What the task asks: Lift out all lines below that contain "buttons".

Information provided:

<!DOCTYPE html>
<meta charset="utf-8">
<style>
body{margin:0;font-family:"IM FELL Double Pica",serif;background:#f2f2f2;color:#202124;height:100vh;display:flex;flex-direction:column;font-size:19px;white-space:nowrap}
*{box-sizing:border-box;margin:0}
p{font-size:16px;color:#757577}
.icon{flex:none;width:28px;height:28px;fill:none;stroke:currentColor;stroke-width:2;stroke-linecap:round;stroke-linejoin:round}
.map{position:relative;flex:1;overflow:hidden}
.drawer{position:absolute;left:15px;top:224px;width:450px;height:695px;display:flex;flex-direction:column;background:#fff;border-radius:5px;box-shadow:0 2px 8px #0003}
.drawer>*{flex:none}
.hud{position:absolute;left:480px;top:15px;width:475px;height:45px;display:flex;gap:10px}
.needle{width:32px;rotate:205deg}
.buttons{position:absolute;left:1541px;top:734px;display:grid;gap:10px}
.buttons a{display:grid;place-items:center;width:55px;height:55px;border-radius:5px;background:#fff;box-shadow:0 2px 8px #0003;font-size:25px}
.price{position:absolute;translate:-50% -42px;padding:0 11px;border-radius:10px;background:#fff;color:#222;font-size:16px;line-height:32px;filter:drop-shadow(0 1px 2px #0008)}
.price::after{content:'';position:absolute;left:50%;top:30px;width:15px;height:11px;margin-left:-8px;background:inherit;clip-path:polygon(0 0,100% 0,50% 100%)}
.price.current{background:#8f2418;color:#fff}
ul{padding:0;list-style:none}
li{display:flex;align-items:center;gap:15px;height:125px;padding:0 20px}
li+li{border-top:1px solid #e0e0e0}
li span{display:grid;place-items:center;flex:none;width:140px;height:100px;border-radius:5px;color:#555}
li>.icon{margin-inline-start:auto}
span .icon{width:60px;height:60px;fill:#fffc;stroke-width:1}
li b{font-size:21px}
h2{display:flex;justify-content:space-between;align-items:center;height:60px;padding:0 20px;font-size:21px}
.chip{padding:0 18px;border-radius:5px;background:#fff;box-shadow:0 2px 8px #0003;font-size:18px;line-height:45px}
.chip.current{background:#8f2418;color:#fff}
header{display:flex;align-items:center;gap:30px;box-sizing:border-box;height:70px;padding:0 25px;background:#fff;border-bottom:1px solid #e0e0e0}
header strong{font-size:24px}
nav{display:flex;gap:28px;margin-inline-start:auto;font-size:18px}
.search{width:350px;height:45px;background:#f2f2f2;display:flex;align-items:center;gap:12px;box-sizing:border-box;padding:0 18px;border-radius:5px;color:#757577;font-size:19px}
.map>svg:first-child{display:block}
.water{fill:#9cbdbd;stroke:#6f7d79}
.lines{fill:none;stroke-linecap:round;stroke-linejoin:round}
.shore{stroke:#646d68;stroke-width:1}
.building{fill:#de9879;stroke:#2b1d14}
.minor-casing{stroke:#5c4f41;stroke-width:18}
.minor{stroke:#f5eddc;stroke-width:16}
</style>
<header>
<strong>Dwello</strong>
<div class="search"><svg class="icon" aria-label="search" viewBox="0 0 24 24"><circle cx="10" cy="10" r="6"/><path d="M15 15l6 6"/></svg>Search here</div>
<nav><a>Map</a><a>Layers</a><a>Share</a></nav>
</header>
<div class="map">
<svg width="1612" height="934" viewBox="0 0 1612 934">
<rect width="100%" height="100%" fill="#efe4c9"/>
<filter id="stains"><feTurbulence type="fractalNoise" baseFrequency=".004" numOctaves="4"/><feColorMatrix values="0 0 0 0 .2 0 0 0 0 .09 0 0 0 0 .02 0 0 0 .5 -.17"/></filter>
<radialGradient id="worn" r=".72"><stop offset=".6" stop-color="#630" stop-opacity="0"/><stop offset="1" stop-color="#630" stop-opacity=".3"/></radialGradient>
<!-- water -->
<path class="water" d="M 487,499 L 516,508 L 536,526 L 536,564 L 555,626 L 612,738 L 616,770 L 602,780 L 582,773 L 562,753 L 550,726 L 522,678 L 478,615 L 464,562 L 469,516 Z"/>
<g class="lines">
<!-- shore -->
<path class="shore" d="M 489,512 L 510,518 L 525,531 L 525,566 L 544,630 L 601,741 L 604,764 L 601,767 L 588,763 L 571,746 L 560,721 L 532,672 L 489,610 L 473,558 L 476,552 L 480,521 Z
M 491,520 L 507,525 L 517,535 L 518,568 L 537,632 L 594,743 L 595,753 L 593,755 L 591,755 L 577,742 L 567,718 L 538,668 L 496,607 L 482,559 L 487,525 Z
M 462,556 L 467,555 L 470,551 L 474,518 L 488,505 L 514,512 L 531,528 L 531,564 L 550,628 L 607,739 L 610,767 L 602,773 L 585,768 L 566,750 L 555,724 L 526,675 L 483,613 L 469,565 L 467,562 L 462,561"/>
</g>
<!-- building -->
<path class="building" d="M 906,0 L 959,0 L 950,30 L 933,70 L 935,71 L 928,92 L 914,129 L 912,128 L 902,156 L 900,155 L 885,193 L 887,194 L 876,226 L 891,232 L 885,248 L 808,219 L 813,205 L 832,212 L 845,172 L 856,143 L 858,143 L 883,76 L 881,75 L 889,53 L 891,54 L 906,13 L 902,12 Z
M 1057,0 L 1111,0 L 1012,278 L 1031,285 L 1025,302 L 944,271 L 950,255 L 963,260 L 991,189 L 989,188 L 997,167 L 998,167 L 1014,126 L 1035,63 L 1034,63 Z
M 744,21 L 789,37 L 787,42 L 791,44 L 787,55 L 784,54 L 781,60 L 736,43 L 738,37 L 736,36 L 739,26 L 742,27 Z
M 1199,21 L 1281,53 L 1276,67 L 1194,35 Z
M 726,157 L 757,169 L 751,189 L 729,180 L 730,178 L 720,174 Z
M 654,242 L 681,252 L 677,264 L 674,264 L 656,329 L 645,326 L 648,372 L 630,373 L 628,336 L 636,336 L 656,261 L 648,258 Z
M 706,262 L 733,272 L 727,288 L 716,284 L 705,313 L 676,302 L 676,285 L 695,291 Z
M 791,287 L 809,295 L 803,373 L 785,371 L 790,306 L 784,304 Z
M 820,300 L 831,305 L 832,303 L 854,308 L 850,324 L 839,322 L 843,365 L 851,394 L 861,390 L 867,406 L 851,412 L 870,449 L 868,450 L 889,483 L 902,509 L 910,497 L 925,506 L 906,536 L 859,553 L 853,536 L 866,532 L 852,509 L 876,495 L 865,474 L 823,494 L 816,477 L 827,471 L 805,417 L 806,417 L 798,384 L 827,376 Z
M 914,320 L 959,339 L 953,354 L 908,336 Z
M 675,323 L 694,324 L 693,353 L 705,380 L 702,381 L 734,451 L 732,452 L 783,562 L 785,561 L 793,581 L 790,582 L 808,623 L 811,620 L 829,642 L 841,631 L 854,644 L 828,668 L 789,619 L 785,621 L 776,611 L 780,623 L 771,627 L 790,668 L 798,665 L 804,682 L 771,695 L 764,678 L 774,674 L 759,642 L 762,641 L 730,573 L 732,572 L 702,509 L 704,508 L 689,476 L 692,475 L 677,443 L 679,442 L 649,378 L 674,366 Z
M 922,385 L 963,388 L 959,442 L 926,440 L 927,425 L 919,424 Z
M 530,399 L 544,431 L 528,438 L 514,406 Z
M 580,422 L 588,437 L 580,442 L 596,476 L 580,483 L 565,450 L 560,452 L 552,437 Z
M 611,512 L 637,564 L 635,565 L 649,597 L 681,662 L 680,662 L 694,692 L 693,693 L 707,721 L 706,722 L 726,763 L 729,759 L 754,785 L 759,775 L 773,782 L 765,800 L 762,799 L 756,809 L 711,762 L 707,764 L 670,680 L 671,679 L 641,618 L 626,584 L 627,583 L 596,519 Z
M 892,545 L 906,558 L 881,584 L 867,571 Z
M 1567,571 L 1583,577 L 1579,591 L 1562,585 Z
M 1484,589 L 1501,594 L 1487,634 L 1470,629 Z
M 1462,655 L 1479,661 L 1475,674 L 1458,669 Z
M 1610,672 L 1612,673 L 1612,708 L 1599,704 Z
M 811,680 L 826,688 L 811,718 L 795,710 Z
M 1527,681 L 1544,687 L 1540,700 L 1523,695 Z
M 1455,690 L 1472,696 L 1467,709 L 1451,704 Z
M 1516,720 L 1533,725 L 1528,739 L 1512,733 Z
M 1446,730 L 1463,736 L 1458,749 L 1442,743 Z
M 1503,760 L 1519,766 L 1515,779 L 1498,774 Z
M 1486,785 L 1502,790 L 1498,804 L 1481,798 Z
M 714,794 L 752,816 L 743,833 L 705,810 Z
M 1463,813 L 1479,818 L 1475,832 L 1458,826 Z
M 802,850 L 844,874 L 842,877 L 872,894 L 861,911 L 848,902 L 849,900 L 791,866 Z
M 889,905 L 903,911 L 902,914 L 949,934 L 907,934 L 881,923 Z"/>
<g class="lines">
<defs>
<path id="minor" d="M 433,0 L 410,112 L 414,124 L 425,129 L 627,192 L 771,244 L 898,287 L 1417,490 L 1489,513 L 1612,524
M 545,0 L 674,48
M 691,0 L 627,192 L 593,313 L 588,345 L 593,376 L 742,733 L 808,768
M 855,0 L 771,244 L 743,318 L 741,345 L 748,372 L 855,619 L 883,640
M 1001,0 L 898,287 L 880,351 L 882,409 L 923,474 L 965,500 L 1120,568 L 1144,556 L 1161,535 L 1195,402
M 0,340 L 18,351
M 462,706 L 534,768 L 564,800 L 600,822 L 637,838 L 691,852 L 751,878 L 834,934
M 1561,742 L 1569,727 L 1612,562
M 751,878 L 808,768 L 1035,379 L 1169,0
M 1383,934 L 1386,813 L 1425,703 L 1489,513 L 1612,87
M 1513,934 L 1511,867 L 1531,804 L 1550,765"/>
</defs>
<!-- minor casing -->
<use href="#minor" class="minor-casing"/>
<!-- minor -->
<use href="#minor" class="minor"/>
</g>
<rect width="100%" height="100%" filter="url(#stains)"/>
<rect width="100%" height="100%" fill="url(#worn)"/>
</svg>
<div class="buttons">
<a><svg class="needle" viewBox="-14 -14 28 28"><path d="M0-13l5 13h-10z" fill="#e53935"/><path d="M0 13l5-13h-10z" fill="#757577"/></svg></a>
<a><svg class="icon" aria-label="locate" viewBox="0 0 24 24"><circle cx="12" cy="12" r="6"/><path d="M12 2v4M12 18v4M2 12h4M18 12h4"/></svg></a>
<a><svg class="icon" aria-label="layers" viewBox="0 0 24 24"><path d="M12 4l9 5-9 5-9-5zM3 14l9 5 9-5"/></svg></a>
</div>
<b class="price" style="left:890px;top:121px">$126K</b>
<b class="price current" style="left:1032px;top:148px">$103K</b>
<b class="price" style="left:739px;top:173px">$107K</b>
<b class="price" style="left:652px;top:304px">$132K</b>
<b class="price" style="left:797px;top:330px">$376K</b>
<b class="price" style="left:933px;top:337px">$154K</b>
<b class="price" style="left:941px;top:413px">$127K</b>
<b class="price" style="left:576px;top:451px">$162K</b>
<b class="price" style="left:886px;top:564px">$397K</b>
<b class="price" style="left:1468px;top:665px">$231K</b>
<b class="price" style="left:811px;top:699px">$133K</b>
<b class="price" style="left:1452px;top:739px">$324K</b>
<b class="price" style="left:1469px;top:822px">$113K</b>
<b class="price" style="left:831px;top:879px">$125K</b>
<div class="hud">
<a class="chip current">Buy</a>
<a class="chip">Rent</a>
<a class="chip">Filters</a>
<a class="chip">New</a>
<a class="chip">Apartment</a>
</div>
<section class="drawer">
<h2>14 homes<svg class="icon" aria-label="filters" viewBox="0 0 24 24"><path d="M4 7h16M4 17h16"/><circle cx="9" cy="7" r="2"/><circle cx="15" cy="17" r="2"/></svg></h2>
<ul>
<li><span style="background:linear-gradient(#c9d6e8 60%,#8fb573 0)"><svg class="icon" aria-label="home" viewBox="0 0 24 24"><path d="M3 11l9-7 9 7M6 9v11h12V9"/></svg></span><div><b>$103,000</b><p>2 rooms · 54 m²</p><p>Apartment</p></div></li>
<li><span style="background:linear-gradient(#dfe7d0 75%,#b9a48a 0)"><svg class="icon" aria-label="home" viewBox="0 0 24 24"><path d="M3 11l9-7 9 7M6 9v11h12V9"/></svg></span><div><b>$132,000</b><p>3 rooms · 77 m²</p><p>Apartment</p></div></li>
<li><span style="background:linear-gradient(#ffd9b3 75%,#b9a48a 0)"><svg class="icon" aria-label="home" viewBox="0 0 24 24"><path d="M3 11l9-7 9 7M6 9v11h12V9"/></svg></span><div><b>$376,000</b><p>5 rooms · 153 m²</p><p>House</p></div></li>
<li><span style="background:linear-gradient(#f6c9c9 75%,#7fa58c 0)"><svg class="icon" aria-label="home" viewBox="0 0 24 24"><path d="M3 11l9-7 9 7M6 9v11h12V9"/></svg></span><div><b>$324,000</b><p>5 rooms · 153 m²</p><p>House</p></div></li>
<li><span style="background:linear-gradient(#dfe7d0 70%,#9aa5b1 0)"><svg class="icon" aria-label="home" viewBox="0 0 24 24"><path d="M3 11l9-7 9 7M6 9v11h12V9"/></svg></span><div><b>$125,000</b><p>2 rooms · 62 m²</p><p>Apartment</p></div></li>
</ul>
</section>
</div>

Answer to the problem:
.buttons{position:absolute;left:1541px;top:734px;display:grid;gap:10px}
.buttons a{display:grid;place-items:center;width:55px;height:55px;border-radius:5px;background:#fff;box-shadow:0 2px 8px #0003;font-size:25px}
<div class="buttons">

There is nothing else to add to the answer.